Question

Find the value of k for which each of the following systems of equation has no solution:
$x + 2y = 0$
$2x + ky = 5$

Answer 1

Hint – Here we will proceed by using the no solution condition for linear equation that is $\dfrac{{{a_1}}}{{{a_2}}} = \dfrac{{{b_1}}}{{{b_2}}} \ne \dfrac{{{c_1}}}{{{c_2}}}$. By applying this condition, we will get our answer.

Complete Step-by-Step solution:
If we have linear equation in the following form,
$
  {a_1}x + {b_1}y + {c_1} = 0 \\
  {a_2}x + {b_2}y + {c_1} = 0 \\
 $
For these type of equations, condition of no solution will be,
$\dfrac{{{a_1}}}{{{a_2}}} = \dfrac{{{b_1}}}{{{b_2}}} \ne \dfrac{{{c_1}}}{{{c_2}}}$ (If this condition is satisfied then we can say that equations has no solution)
Given equation is
$x + 2y = 0$ …. (1)
$2x + ky = 5$;
We can also write it as,
$2x + ky - 5 = 0$ …. (2)
Now, by comparing equation (1) and (2) by $
  {a_1}x + {b_1}y + {c_1} = 0 \\
  {a_2}x + {b_2}y + {c_1} = 0 \\
 $we will get,
For, equation (1)
${a_1} = 1,{b_1} = 2,{c_1} = 0$
   For, equation (2),
${a_2} = 2,{b_2} = k,{c_2} = - 5$
Now we will apply the no solution condition here that is $\dfrac{{{a_1}}}{{{a_2}}} = \dfrac{{{b_1}}}{{{b_2}}} \ne \dfrac{{{c_1}}}{{{c_2}}}$ we will get
$\dfrac{1}{2} = \dfrac{2}{k} = \dfrac{0}{5}$ …. (3)
$\dfrac{1}{2} \ne 0$ (It is always true)
From equation 3 we can say that,
If, $\dfrac{1}{2} = \dfrac{2}{k}$ Then, $\dfrac{1}{2} = \dfrac{2}{k}$$ \ne $ $\dfrac{0}{5}$
Now, we will simplify the equation,
$\dfrac{1}{2} = \dfrac{2}{k}$
$1 \times k = 2 \times 2$
$ \Rightarrow k = 4$
So, we can say that, if the value of $k = 4$ then no solution will exist for this system.

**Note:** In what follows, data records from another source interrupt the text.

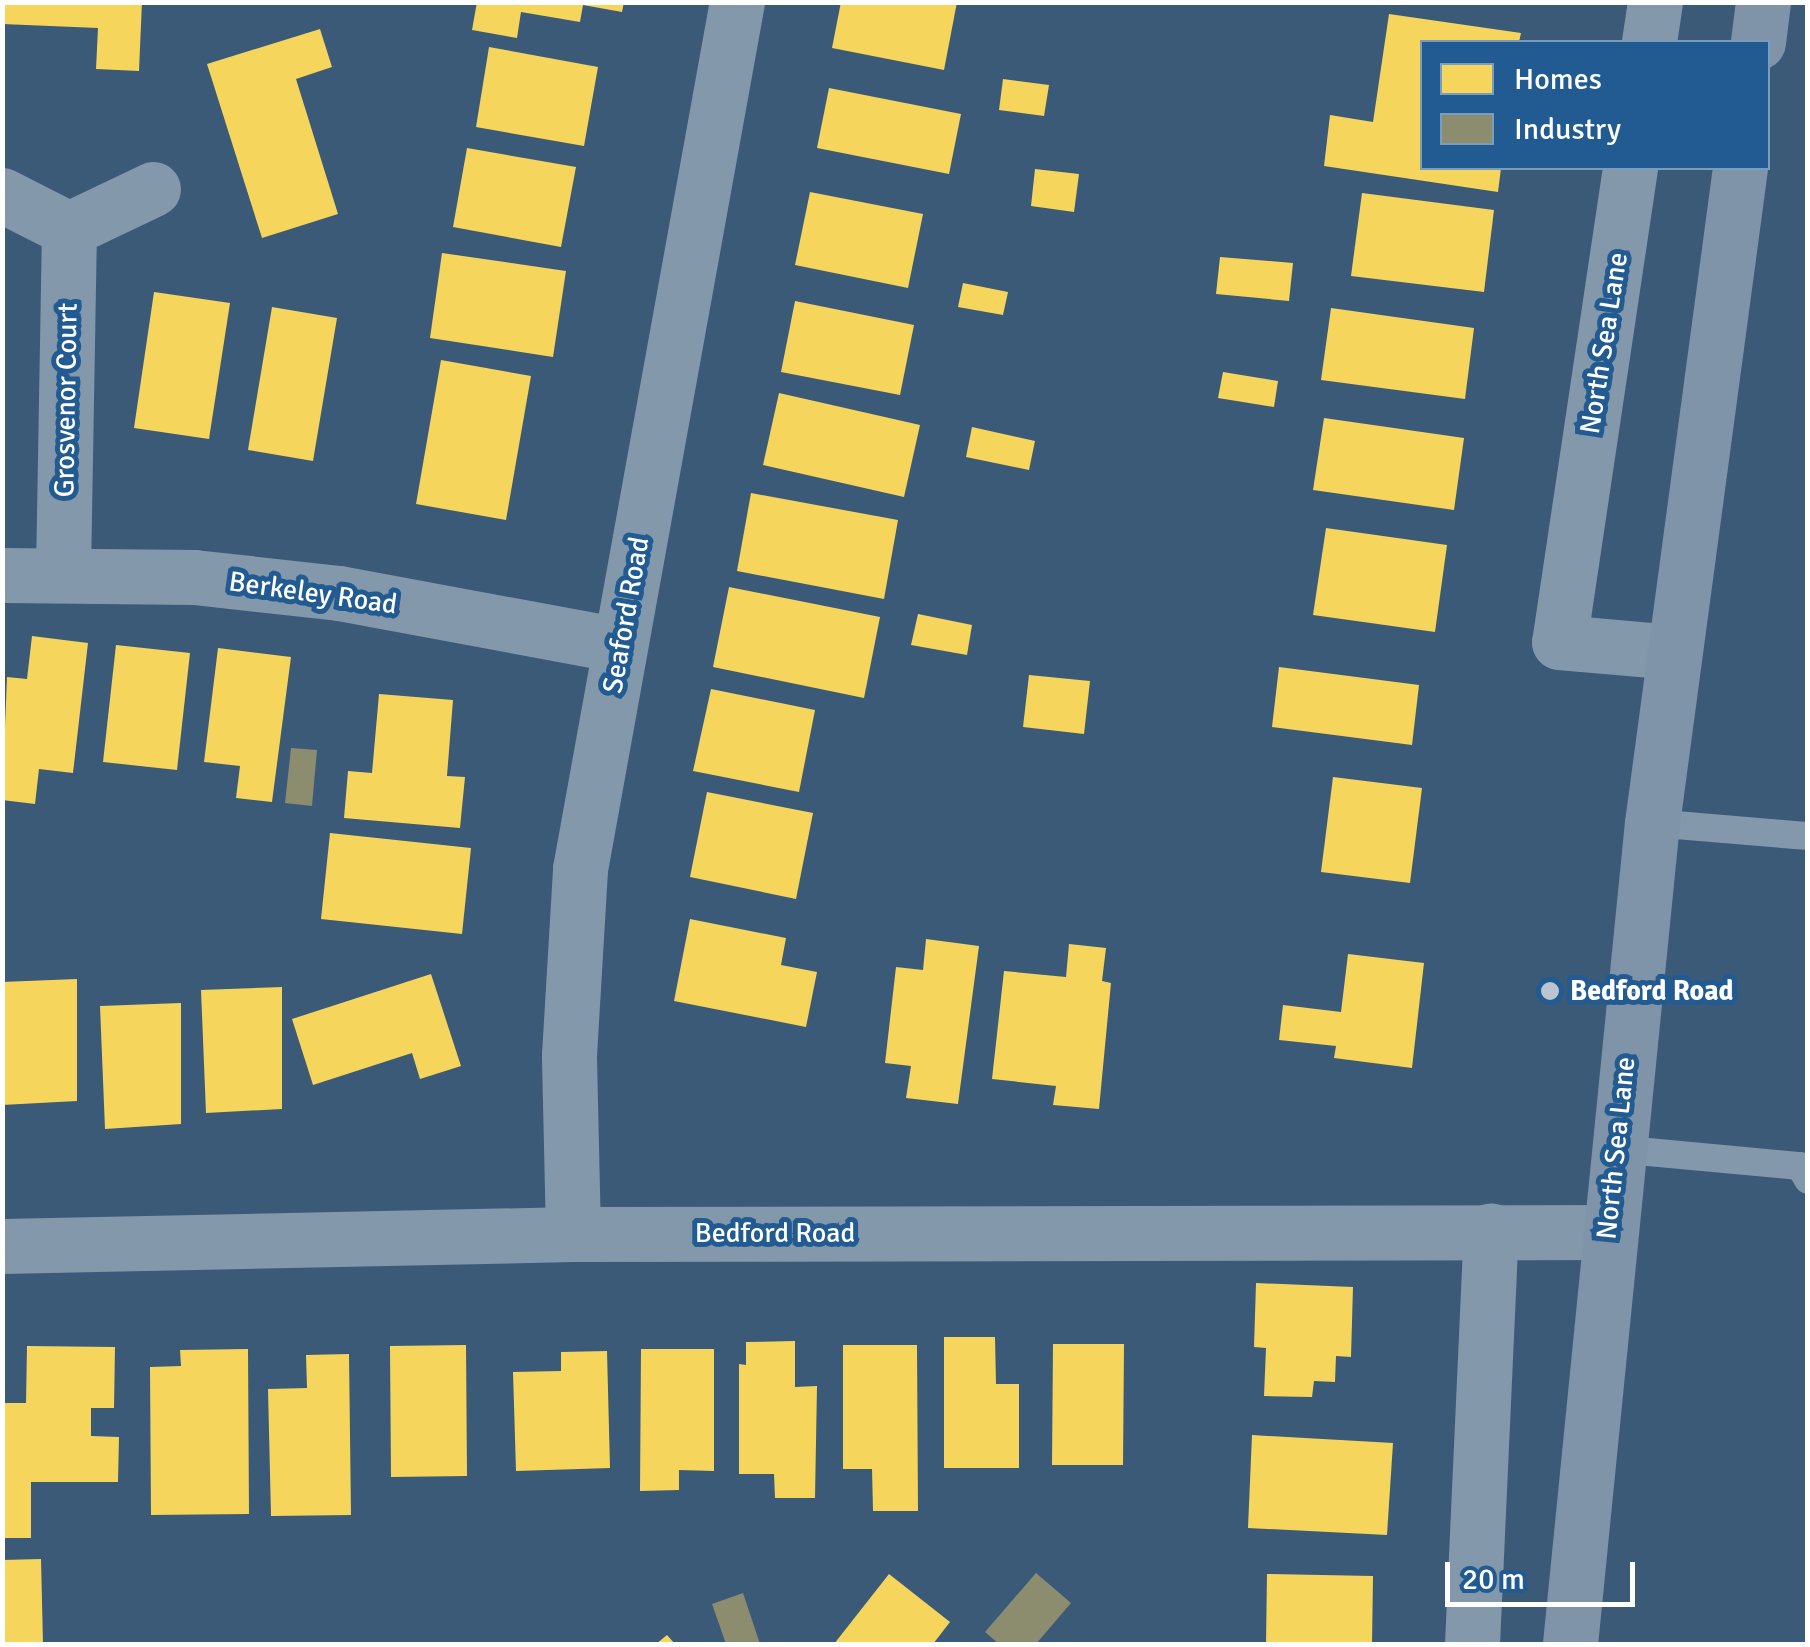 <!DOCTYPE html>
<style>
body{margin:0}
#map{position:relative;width:1810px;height:1647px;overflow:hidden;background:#3b5a78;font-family:Signika,sans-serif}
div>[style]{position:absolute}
.homes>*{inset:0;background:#f6d55c}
.industry>*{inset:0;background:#8c8c6e}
.lane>*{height:28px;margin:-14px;padding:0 14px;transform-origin:14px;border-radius:14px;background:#8498ab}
.street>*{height:55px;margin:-27.5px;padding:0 27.5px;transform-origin:27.5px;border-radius:27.5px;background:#8498ab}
.secondary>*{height:55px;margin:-27.5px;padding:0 27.5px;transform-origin:27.5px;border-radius:27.5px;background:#7f94a8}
.dots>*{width:28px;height:28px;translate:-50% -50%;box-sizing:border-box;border:5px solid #225b91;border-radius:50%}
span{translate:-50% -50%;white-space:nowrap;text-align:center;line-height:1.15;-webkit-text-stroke:10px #225b91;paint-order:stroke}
.street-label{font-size:28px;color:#fff}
.poi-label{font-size:28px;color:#fff;font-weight:700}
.left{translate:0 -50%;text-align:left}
.frame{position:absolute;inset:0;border:5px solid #fff;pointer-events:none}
.legend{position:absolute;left:1420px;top:40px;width:350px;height:130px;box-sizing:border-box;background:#225b91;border:2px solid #7a9dbd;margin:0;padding:12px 18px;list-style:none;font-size:30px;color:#fff}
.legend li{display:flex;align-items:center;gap:20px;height:50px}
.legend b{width:50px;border:2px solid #7a9dbd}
.scale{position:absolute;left:1445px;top:1562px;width:190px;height:45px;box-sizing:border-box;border:5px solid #fff;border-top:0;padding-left:12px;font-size:30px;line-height:35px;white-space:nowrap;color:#fff;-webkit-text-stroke:8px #225b91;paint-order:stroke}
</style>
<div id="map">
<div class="homes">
<i style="clip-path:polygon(2px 2px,142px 2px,139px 71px,96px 69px,98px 28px,2px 24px)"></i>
<i style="clip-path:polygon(477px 2px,624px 2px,622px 12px,583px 5px,580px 22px,521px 12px,517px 38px,472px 30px)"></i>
<i style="clip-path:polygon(841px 2px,957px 2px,944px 70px,832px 48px)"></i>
<i style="clip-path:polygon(1389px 14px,1521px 33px,1519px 42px,1422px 42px,1422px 168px,1501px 168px,1498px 192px,1324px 166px,1330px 115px,1373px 122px)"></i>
<i style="clip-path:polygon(320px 29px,332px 67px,296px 79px,338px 214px,262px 238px,207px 64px)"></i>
<i style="clip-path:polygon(489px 47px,598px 67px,584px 146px,476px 127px)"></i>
<i style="clip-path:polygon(1003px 79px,1049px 85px,1044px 116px,999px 110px)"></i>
<i style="clip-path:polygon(829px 88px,961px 114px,949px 174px,817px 148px)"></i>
<i style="clip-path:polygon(467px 148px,576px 167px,561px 247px,453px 227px)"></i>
<i style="clip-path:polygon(1035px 169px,1079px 174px,1074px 212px,1031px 206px)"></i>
<i style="clip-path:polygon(810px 192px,923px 214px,908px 288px,795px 265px)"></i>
<i style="clip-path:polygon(1362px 193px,1494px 210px,1484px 292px,1351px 276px)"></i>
<i style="clip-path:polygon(442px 253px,566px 271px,553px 357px,430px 338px)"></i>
<i style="clip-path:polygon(1220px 257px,1293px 263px,1289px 301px,1216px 294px)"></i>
<i style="clip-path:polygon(963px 283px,1008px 292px,1003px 315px,958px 307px)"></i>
<i style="clip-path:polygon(154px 292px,230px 303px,209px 439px,134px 428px)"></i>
<i style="clip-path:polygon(795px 301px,914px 325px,900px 395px,781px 372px)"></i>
<i style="clip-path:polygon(272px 307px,337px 318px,313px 461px,248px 450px)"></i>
<i style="clip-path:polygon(1331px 308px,1474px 328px,1465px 399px,1321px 380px)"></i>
<i style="clip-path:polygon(441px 360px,531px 376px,506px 520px,416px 504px)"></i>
<i style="clip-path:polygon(1223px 372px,1278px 381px,1274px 407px,1218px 398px)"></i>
<i style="clip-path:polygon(779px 393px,920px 425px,904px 497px,763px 465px)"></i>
<i style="clip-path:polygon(1324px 418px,1464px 438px,1454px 510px,1313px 490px)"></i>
<i style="clip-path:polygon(972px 427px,1035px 441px,1029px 470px,966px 457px)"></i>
<i style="clip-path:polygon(751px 493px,898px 520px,884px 599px,737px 571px)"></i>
<i style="clip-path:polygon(1326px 528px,1447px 545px,1435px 632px,1313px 615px)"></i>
<i style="clip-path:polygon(729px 587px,880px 617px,864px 698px,713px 667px)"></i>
<i style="clip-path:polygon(918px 614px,972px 625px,967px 655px,911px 645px)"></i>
<i style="clip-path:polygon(32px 636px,88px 643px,73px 773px,39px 769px,35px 804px,2px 800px,7px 677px,27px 679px)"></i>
<i style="clip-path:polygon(116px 645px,190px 653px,177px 770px,103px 762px)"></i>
<i style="clip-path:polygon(218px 648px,291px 657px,272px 802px,236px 798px,240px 766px,204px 762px)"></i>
<i style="clip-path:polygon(1279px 667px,1419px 685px,1412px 745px,1272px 727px)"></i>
<i style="clip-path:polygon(1029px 675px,1090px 681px,1084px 734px,1023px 727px)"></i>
<i style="clip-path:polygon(711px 689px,815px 710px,799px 792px,693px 771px)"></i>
<i style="clip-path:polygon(379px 694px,453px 700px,447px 776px,465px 777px,460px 828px,344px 818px,348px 771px,372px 773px)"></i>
<i style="clip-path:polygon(1333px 777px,1422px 788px,1410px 883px,1321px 872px)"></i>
<i style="clip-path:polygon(707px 792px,813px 813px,796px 899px,690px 877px)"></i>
<i style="clip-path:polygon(330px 833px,471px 848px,462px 934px,321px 919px)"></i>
<i style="clip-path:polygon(690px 919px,786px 938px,781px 965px,817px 972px,806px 1027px,674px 1001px)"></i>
<i style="clip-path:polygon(926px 939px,979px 946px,958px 1104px,906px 1098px,911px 1066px,885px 1063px,896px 967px,923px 970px)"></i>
<i style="clip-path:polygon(1069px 944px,1106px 948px,1102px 981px,1111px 983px,1099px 1109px,1053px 1105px,1056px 1086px,992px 1079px,1004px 971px,1066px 977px)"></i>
<i style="clip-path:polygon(1348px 954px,1424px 963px,1412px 1068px,1334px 1058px,1336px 1046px,1279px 1040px,1283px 1005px,1341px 1012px)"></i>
<i style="clip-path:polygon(431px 974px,461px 1066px,420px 1079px,412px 1053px,313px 1085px,292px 1019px)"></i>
<i style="clip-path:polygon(77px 979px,77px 1101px,2px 1105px,2px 982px)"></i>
<i style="clip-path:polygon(282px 987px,282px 1109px,206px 1113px,201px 990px)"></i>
<i style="clip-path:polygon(181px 1003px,181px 1124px,105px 1129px,100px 1006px)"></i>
<i style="clip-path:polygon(1256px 1283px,1353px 1287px,1351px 1357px,1336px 1356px,1335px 1382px,1314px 1381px,1312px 1397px,1264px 1396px,1266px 1348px,1254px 1347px)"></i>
<i style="clip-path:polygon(944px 1337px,995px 1337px,996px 1384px,1019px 1384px,1019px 1468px,944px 1468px)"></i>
<i style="clip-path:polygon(795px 1341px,795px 1387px,817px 1386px,815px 1498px,775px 1498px,774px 1474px,739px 1474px,739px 1364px,746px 1365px,746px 1342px)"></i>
<i style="clip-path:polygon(1053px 1344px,1124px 1344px,1123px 1465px,1052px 1465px)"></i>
<i style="clip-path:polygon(466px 1345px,467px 1476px,391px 1477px,390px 1346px)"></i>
<i style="clip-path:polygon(843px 1345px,917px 1345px,918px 1511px,873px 1511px,872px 1469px,843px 1469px)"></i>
<i style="clip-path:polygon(27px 1346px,115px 1347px,114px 1408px,91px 1408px,91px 1436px,119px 1437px,118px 1482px,31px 1482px,31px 1538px,2px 1538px,2px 1403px,26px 1403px)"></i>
<i style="clip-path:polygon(248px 1349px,249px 1514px,151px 1515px,150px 1367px,181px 1366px,180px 1350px)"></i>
<i style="clip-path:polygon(641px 1349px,714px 1349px,714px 1471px,679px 1470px,679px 1490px,640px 1491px)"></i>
<i style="clip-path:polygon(607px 1351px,610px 1468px,516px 1471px,513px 1372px,561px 1371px,561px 1352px)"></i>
<i style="clip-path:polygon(349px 1354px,351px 1515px,271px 1516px,268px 1389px,307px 1388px,306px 1355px)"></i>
<i style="clip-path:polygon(1252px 1435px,1393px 1443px,1387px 1535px,1248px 1528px)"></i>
<i style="clip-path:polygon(41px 1559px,43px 1644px,2px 1644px,2px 1560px)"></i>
<i style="clip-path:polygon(889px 1574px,950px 1622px,933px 1644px,834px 1644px)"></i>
<i style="clip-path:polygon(1267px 1574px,1373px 1576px,1372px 1644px,1266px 1644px)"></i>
<i style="clip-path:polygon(667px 1635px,675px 1644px,656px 1644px)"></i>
</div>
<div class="industry">
<i style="clip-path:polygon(291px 748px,317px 750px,312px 806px,285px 803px)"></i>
<i style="clip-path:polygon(1036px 1573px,1071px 1603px,1036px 1644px,999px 1644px,985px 1632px)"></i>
<i style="clip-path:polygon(743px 1593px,760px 1644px,726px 1644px,712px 1604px)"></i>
</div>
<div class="lane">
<i style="left:1652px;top:823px;width:157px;rotate:4.8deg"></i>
<i style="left:1616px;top:1149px;width:185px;rotate:5.3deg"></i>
<i style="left:1800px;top:1166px;width:16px;rotate:60deg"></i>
</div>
<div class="street">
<i style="left:1649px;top:42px;width:40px;rotate:-81.5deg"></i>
<i style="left:1630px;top:168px;width:479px;rotate:98.5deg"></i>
<i style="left:1559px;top:642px;width:114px;rotate:5deg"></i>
<i style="left:2px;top:195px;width:75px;rotate:26.9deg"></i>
<i style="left:69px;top:229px;width:93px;rotate:-25.5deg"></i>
<i style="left:63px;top:572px;width:343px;rotate:-89deg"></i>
<i style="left:2px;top:575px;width:192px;rotate:0.6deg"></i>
<i style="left:194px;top:577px;width:146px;rotate:6.3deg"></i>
<i style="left:339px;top:593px;width:286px;rotate:10.5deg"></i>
<i style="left:573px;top:1234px;width:179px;rotate:-91.3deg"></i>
<i style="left:569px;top:1055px;width:186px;rotate:-86.6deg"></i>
<i style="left:580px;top:869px;width:881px;rotate:-79.74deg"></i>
<i style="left:2px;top:1246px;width:571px;rotate:-1.2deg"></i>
<i style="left:573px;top:1234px;width:1034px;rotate:-0.11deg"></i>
<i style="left:1472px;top:1644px;width:414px;rotate:-87.4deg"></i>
</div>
<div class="secondary">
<i style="left:1758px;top:42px;width:40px;rotate:-82.9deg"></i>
<i style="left:1570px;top:1644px;width:825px;rotate:-84.3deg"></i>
<i style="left:1652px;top:823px;width:661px;rotate:-82.35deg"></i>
</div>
<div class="dots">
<i style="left:1550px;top:991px;background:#bac5d0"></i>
</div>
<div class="street-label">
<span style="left:1604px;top:343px;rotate:-81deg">North Sea Lane</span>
<span style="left:66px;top:400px;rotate:-89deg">Grosvenor Court</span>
<span style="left:313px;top:593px;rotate:8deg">Berkeley Road</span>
<span style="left:626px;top:615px;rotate:-80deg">Seaford Road</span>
<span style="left:1616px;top:1148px;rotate:-84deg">North Sea Lane</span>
<span style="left:775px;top:1233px">Bedford Road</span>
</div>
<div class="poi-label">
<span class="left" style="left:1570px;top:991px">Bedford Road</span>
</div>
<div class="frame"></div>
<ul class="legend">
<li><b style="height:28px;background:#f6d55c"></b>Homes</li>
<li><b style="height:28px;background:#8c8c6e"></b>Industry</li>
</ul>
<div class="scale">20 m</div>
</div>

Note – Whenever we come up with this type of question, one must know that a system of equations is called an inconsistent system of equations if there is no solution because the lines are parallel. If two or more equations that are impossible to solve based on using one set of values of the variables.